By A _cin substitution first derivation function, establish X ₀(t)=0, sn ₀=0;

With quadravalence jade for asking rain Ge Kuta Algorithm for Solving single order accidental resonance model, obtain:

$x_{n+1}\left(t\right)=x_n\left(t\right)+1/6[{\left(k_1\right)}_n+(2-\sqrt{2}){\left(k_2\right)}_n+(2+\sqrt{2}){\left(k_3\right)}_n+{\left(k_4\right)}_n]$

And calculate

${\left(k_1\right)}_n=4({\mathrm{ax}}_{n-1}\left(t\right)-{\mathrm{bx}}_{n-1}^3\left(t\right)+{\mathrm{sn}}_{n-1})$

${\left(k_2\right)}_n=4[a(x_{n-1}\left(t\right)+\frac{(k_1{)}_{n-1}}{2})-b{(x_{n-1}\left(t\right)+\frac{{\left(k_1\right)}_{n-1}}{2})}^3+{\mathrm{sn}}_{n-1}]$

${\left(k_3\right)}_n=4[a(x_{n-1}\left(t\right)+\frac{{\left(k_2\right)}_{n-1}}{2})-b(x_{n-1}\left(t\right)+\frac{\sqrt{2}-1}{2}{\left(k_1\right)}_{n-1}+\frac{2-\sqrt{2}}{2}(k_2{)}_{n-1}{)}^3+{\mathrm{sn}}_{n+1}]$

${\left(k_4\right)}_n=4[a(x_{n-1}\left(t\right)+{\left(k_3\right)}_{n-1})-b(x_{n-1}\left(t\right)-\frac{\sqrt{2}}{2}{\left(k_2\right)}_{n-1}+\frac{2+\sqrt{2}}{2}(k_3{)}_{n-1}{)}^3+{\mathrm{sn}}_{n+1}]$

Wherein x _nfor the n order derivative value of x (t), sn _nbe the n order derivative of S (t) in the value at t=0 place, n=0,1 ..., N-1, a, b are the constant of setting, and calculate x ₁(t), x ₂(t) ..., x _n+1(t) value;

To x ₁(t), x ₂(t) ..., x _n+1(t) carry out integration, obtain x (t), and obtain the position x of x (t) in the double-deck stochastic system generation accidental resonance moment of single order and second order differentiate function composition _mvalue and x _mcorresponding resonance moment t1 and with the corresponding noise D1 of t1, D1 is a value in D;

Then pass through formula

$\mathrm{SNR}=\sqrt{2}{\left(\mathrm{\&Delta;U}\frac{{4a}^3/27b}{D_1}\right)}^2{e}^{-{\left(\mathrm{\&Delta;U}\right)}^2/D_1}$

The signal to noise ratio (S/N ratio) of calculating each spectroscopic data output, obtains wherein Δ U=a of each check point signal to noise ratio (S/N ratio) output valve ²/ 4b.

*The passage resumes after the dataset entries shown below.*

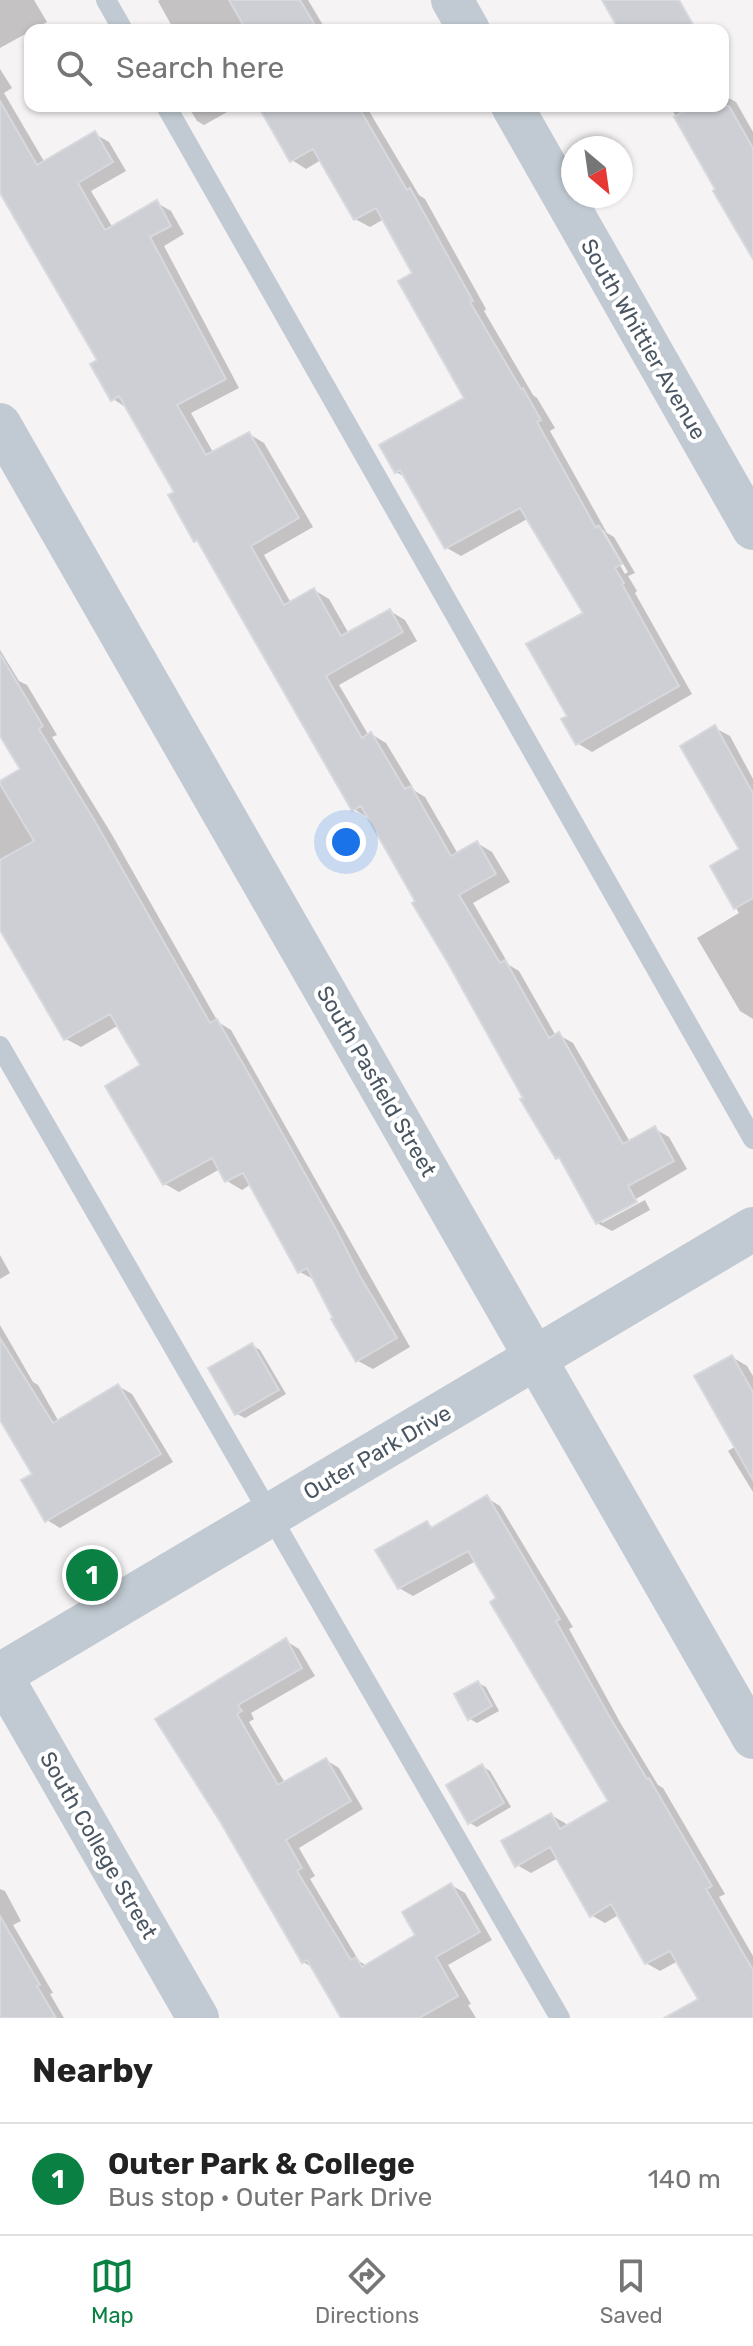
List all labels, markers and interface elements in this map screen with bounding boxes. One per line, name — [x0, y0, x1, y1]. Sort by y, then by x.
search box — [24, 24, 729, 112]
icon: search — [52, 46, 96, 90]
text: Search here — [116, 50, 284, 86]
north arrow — [561, 136, 633, 208]
street label: South Whittier Avenue — [575, 234, 712, 445]
your location — [326, 822, 366, 862]
street label: South Pasfield Street — [311, 981, 442, 1182]
street label: Outer Park Drive — [299, 1399, 456, 1506]
pin: 1 — [66, 1545, 118, 1605]
street label: South College Street — [34, 1747, 163, 1944]
text: Nearby — [32, 2050, 153, 2091]
text: Outer Park & College — [108, 2146, 415, 2182]
text: 1 — [52, 2164, 64, 2195]
text: 140 m — [648, 2164, 721, 2195]
text: Bus stop · Outer Park Drive — [108, 2182, 432, 2213]
tab: Map — [90, 2254, 134, 2329]
tab: Directions — [315, 2254, 419, 2329]
tab: Saved — [600, 2254, 663, 2329]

9. according to a kind of beef quality method for quick described in claim 7 or 8, it is characterized in that step 3 compares process by the threshold value of each check point signal to noise ratio (S/N ratio) output valve and setting and is, if SNR >-68.74, judge that check point corresponding to this signal to noise ratio (S/N ratio) output valve is white spectrum point, be fat meat, if SNR <-77.49, judge that check point corresponding to this signal to noise ratio (S/N ratio) output valve is red spectrum point, be lean meat, the process of statistics is to calculate the number of the check point of white spectrum, is designated as M ₁, the number of the check point of calculating red spectrum, is designated as M ₂if, order i=1 ... m, m is check point quantity, judgement sample is top grade beef, otherwise judgement sample is common beef.

10. according to a kind of beef quality method for quick described in claim 7 or 8, while it is characterized in that detecting, started by radiation source position for the first time, detect each time afterwards, radiation source angle is by increasing clockwise by 5 degree.